# Getting into the union



## Spieluhr (Aug 12, 2006)

Hi, I am very interested in getting into the OPCMIA union as a Cement Finisher. I did some pre-apprentice training at a Job Corps but left because it was not a good place to learn and was aimed at younger kids, rather than adults.

anyway, I have basic knowledge of form setting/building, mixing, placing, finishing(colored,texture,exposed aggregate and so on) etc and a passion to learn more about concrete work.

The thing that I didn't get is that the instructor there is saying that I can't get into the union unless I go through them first and basically already a master of my trade, which seems bogus to me. I admit I know little of how the union actually works and so I am here to ask you guys/gals for professional advice on getting in the union.

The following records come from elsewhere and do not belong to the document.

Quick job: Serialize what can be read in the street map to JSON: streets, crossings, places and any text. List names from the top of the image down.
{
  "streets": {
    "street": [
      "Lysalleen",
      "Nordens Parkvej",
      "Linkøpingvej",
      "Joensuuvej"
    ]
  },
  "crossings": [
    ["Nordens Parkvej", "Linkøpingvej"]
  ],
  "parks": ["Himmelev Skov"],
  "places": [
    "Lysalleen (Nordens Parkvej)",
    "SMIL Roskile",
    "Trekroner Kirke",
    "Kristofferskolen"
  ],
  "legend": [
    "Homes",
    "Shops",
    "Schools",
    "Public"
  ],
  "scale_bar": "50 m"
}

as i've said I have pretty good knowledge of the trade and know when/how to use my hand tools and some power tools(power screeds/trowels, jackhammer, etc) so I should be in pretty good standing already, I am correct or do I need to be non-union for years before they accept me?

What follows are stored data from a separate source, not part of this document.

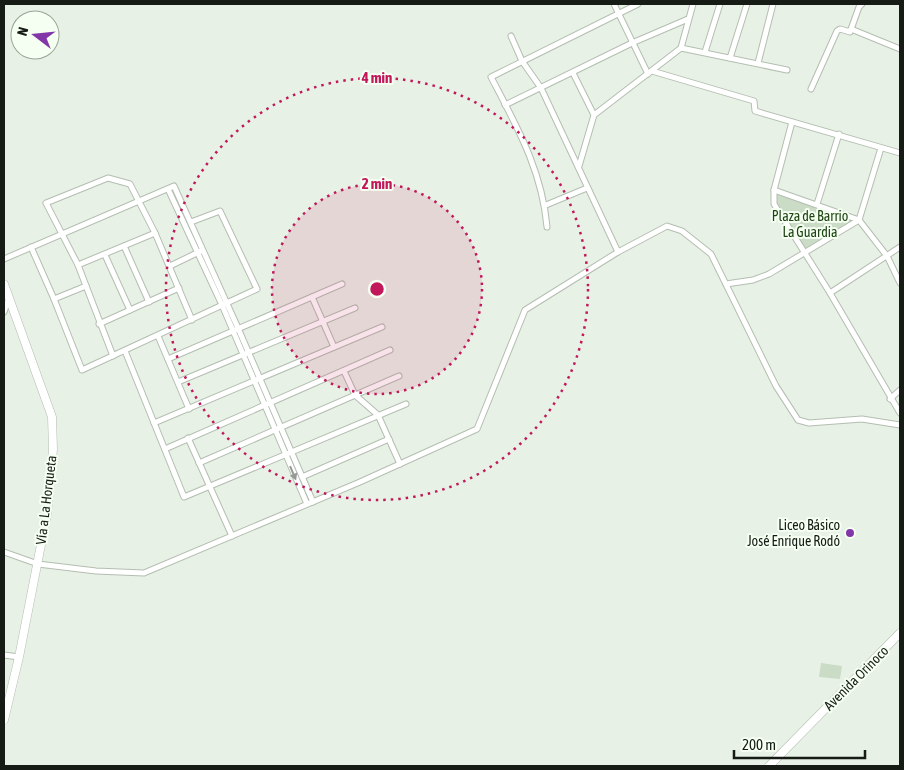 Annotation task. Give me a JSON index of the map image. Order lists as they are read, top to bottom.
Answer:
{
  "streets": {
    "main road": ["Vía a La Horqueta", "Avenida Orinoco"]
  },
  "parks": ["Plaza de Barrio La Guardia"],
  "places": ["Liceo Básico José Enrique Rodó"],
  "scale_bar": "200 m",
  "north": "left",
  "rings": ["4 min", "2 min"]
} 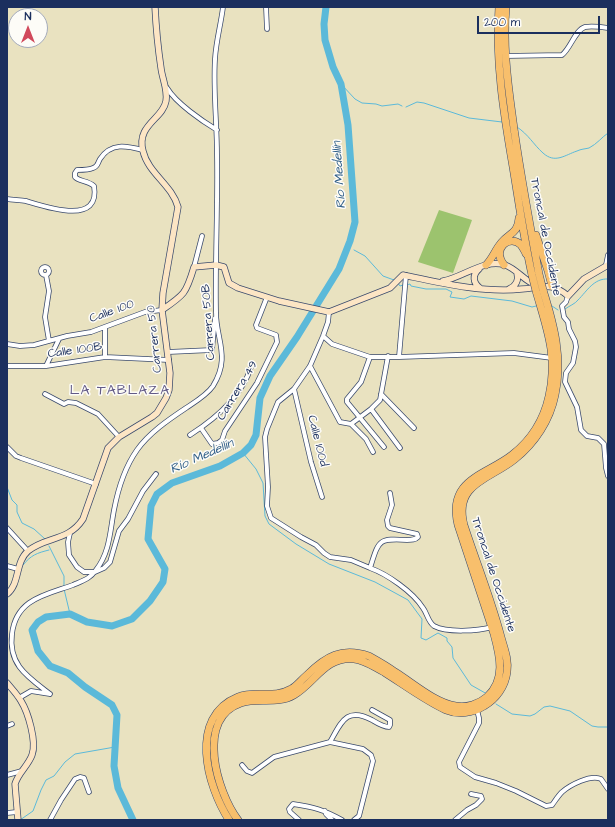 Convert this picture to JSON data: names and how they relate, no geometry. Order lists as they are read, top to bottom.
{
  "streets": {
    "highway": ["Troncal de Occidente"],
    "main road": ["Calle 100", "Carrera 50"],
    "street": [
      "Carrera 50B",
      "Calle 100B",
      "Carrera 49",
      "Calle 100d"
    ]
  },
  "crossings": [
    ["Calle 100", "Carrera 50"],
    ["Carrera 50", "Calle 100B"]
  ],
  "districts": ["LA TABLAZA"],
  "water": ["Río Medellín"],
  "scale_bar": "200 m",
  "north": "top"
} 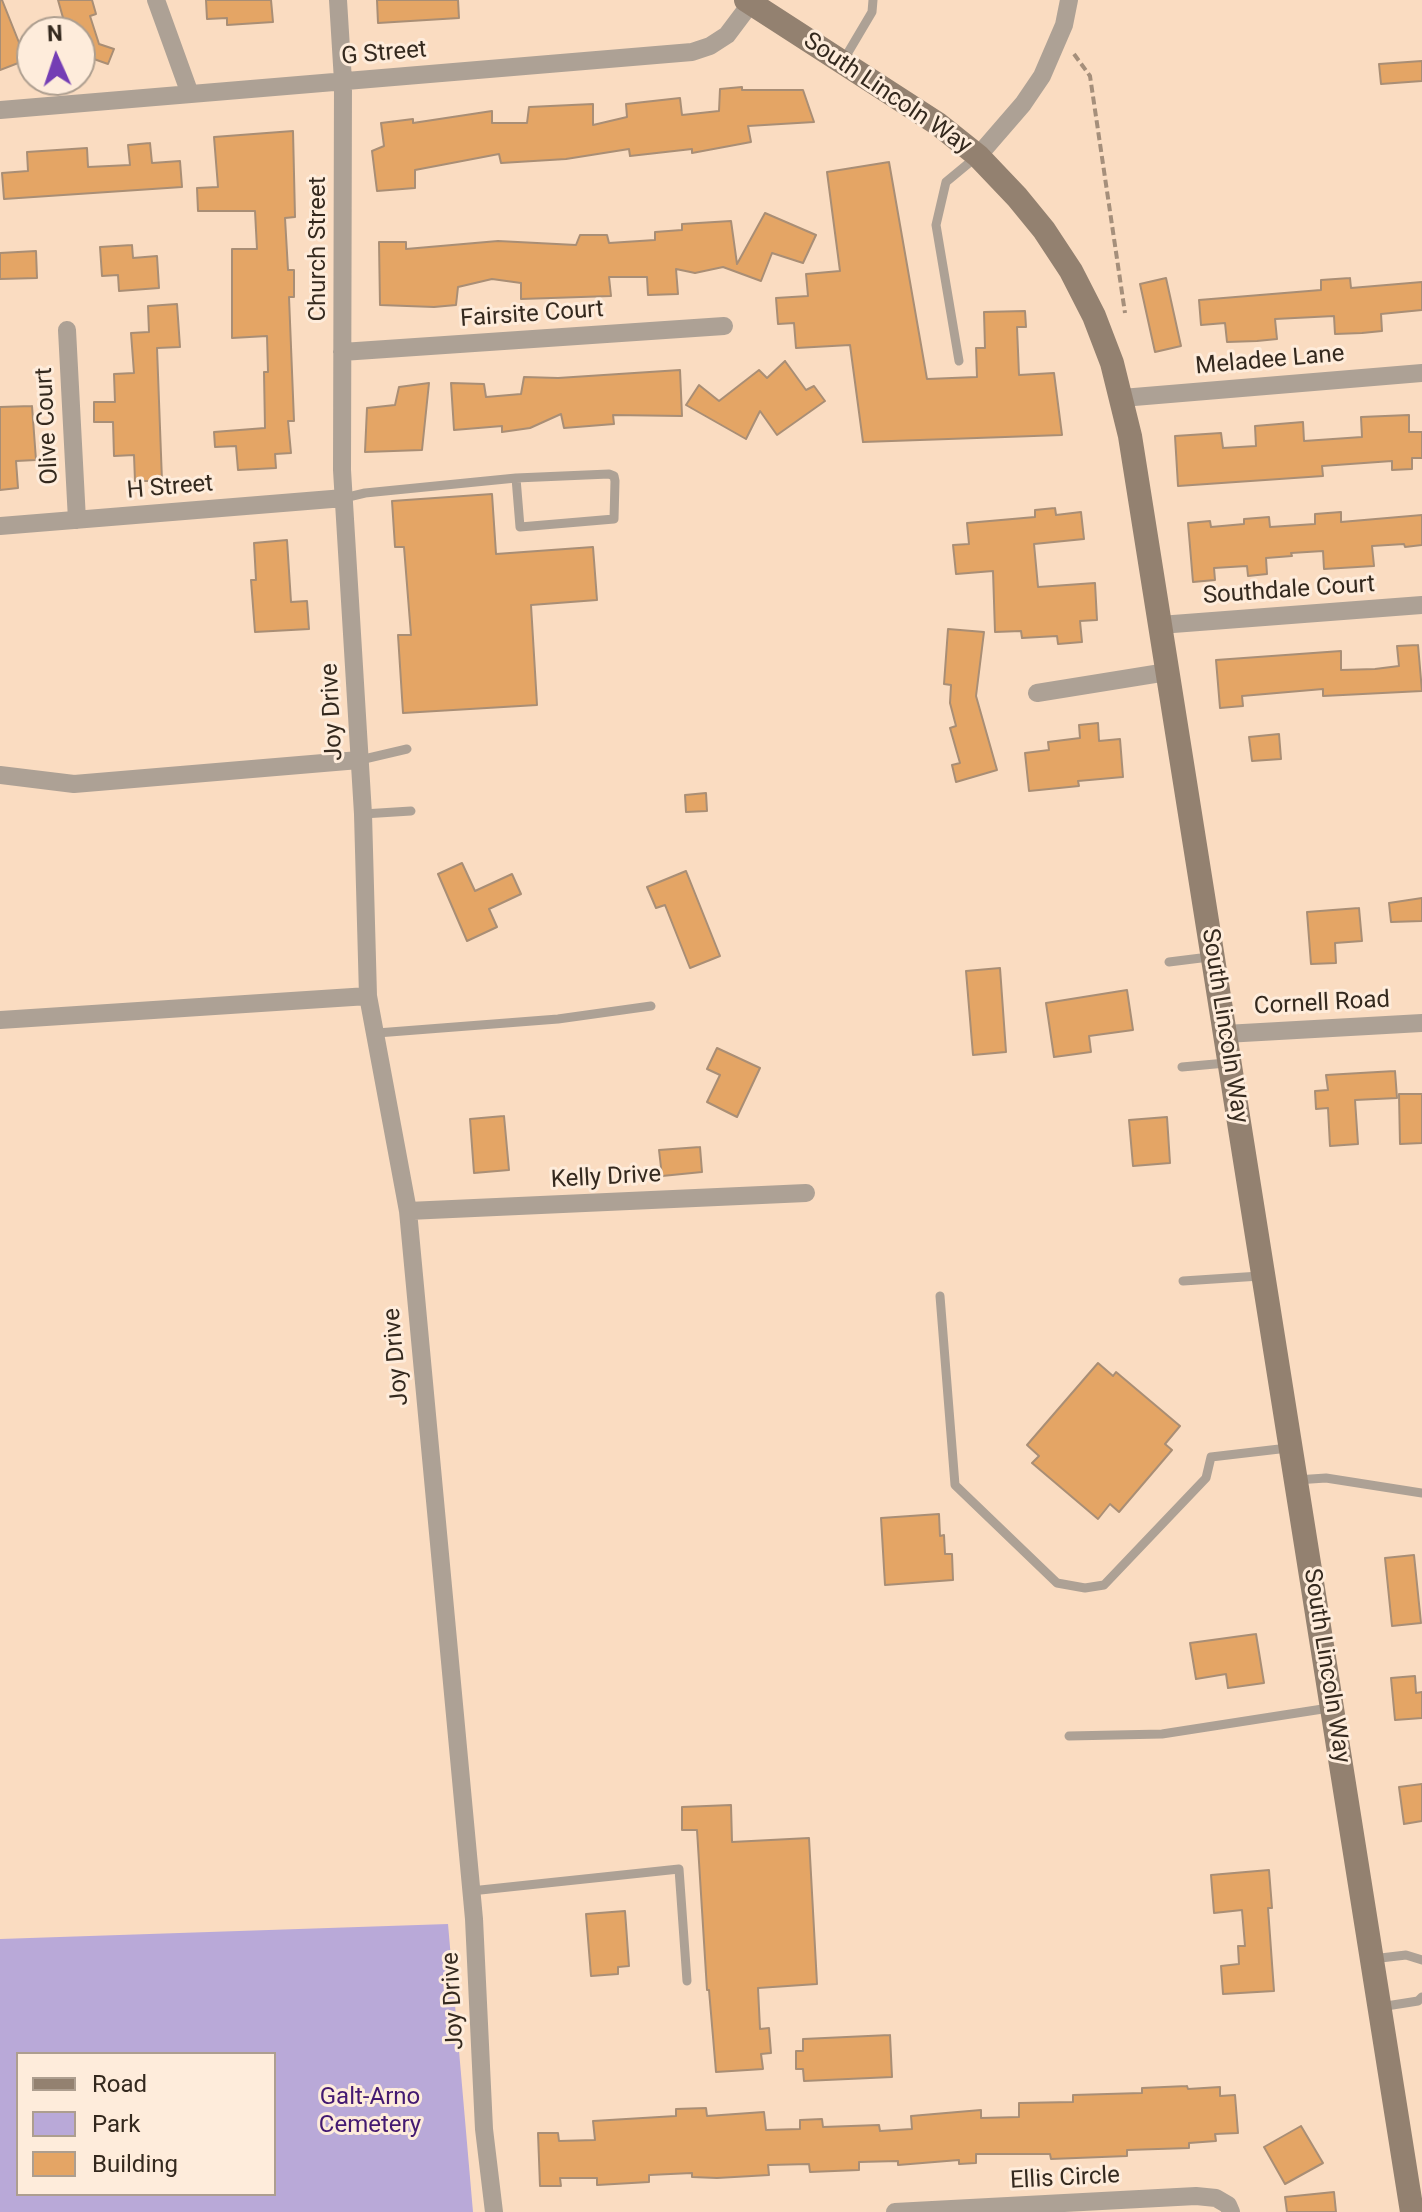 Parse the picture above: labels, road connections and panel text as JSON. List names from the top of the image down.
{
  "streets": {
    "main road": ["South Lincoln Way"],
    "street": [
      "G Street",
      "Church Street",
      "Fairsite Court",
      "Meladee Lane",
      "Olive Court",
      "H Street",
      "Southdale Court",
      "Joy Drive",
      "Cornell Road",
      "Kelly Drive",
      "Ellis Circle"
    ]
  },
  "crossings": [
    ["G Street", "South Lincoln Way"],
    ["G Street", "Church Street"],
    ["South Lincoln Way", "Meladee Lane"],
    ["South Lincoln Way", "Southdale Court"],
    ["South Lincoln Way", "Cornell Road"],
    ["Church Street", "Fairsite Court"],
    ["Church Street", "H Street"],
    ["Church Street", "Joy Drive"],
    ["Olive Court", "H Street"],
    ["H Street", "Joy Drive"],
    ["Joy Drive", "Kelly Drive"]
  ],
  "parks": ["Galt-Arno Cemetery"],
  "legend": ["Road", "Park", "Building"],
  "north": "top"
}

anyway any advice would be greatly appreciated.

Thanks in advance,
Michael


----------



## snapper21 (Mar 13, 2006)

Different unions have different ways. I can't speak for your local, but most locals around here are totally different than he suggested. You sign into the union and it's sort of like a temp agency. They send you out to jobsites and you learn the trade as you go under site mentors, or whoever you get stuck with. After a probationary period you can buy into school. There is where you work for your "apprentice", "journeyman", whatever your trade requires as a start. This is done after your work day at union hall. Last I had someone I know work out of union was in 88, but I don't think it's changed much, other than the fact you need to know spanish to talk to anyone there. 
I work for the local 689 amalgamated transit union, which is specific to the "transit" industry. Look into the transit in your area. It is, to say the least, easier than taking tickets at the ferris wheel, and the pay is beyond most carpenters, masons in the feild. Benefits beat all too. Out of 20 or more carpenters I can put together a crew of 3 or 4 that will frame walls without constant supervision. Go to the union hall in your area and ask, or look them up on google. I don't know if I'm buying that guys talk.


----------



## Spieluhr (Aug 12, 2006)

Yeah, that's kind of how I thought it worked. I'll check out my local union(Local 514, Detroit) and see. The transit union sounds nice too, but I love working with concrete, But I will keep that in mind also.

Thanks for your help


----------